Shanghai Yizhong Pharmaceutical Co., Ltd. (688091.SS): How It Makes Money
Shanghai Yizhong Pharmaceutical monetizes its oncology-focused formulation platform primarily through commercialization of patented drug formulations (notably paclitaxel micelle), licensing/co-development deals, hospital procurement and inclusion in reimbursement lists, and ongoing clinical expansion to broaden indications.- Primary revenue drivers: sales of paclitaxel micelle oncology products to hospitals and oncology centers across China.
- Supplementary income: technology licensing, contract manufacturing for partners, and milestone payments from collaborations.
- Future revenue potential: expanded indications (breast, pancreatic cancers) and wider insurance reimbursement coverage.
| Metric | Latest reported/approximate value |
|---|---|
| Most notable product | Paclitaxel micelle (included in national treatment guidelines & medical insurance directories) |
| Revenue (latest fiscal year) | RMB 420 million |
| Net profit (latest fiscal year) | RMB 120 million |
| Cash & cash equivalents (year-end) | RMB 1.1 billion |
| Interest-bearing debt | RMB 0 (debt-free balance sheet) |
| R&D spend (latest fiscal year) | RMB 80 million (~19% of net profit) |
| Ongoing clinical programs | Phase II/III trials for breast cancer and pancreatic cancer indications |
- Niche strategy: focuses on formulation innovation (improving solubility, safety, delivery) rather than first-in-class drug discovery, allowing faster regulatory pathways and earlier commercialization.

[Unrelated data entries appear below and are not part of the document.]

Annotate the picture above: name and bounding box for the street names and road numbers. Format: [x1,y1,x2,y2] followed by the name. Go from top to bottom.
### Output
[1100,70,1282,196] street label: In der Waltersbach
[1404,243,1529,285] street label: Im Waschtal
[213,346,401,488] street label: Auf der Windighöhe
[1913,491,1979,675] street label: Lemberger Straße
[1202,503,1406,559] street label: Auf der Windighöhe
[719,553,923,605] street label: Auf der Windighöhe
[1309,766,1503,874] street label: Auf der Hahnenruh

- Guideline & reimbursement inclusion: paclitaxel micelle's presence in national guidelines and insurance directories materially improves hospital adoption and patient access, supporting stable ASPs (average selling prices) and volume growth.
- Balance sheet strength: substantial cash reserves and negligible debt enable continued investment in R&D, clinical trials and commercialization without immediate financing pressure.
- Pipeline growth: ongoing trials for expanded oncology indications are expected to drive incremental revenue and margin expansion if successful; positive trial readouts would broaden addressable market (breast, pancreatic, other solid tumors).
- Competitive edge: combination of targeted formulation IP, demonstrated clinical utility, and regulatory/insurance recognition positions the company to capture share in China's fast-growing oncology therapy market.
- Management & strategy: a focused leadership team pursuing disciplined clinical development, hospital penetration and strategic partnerships supports sustainable growth prospects.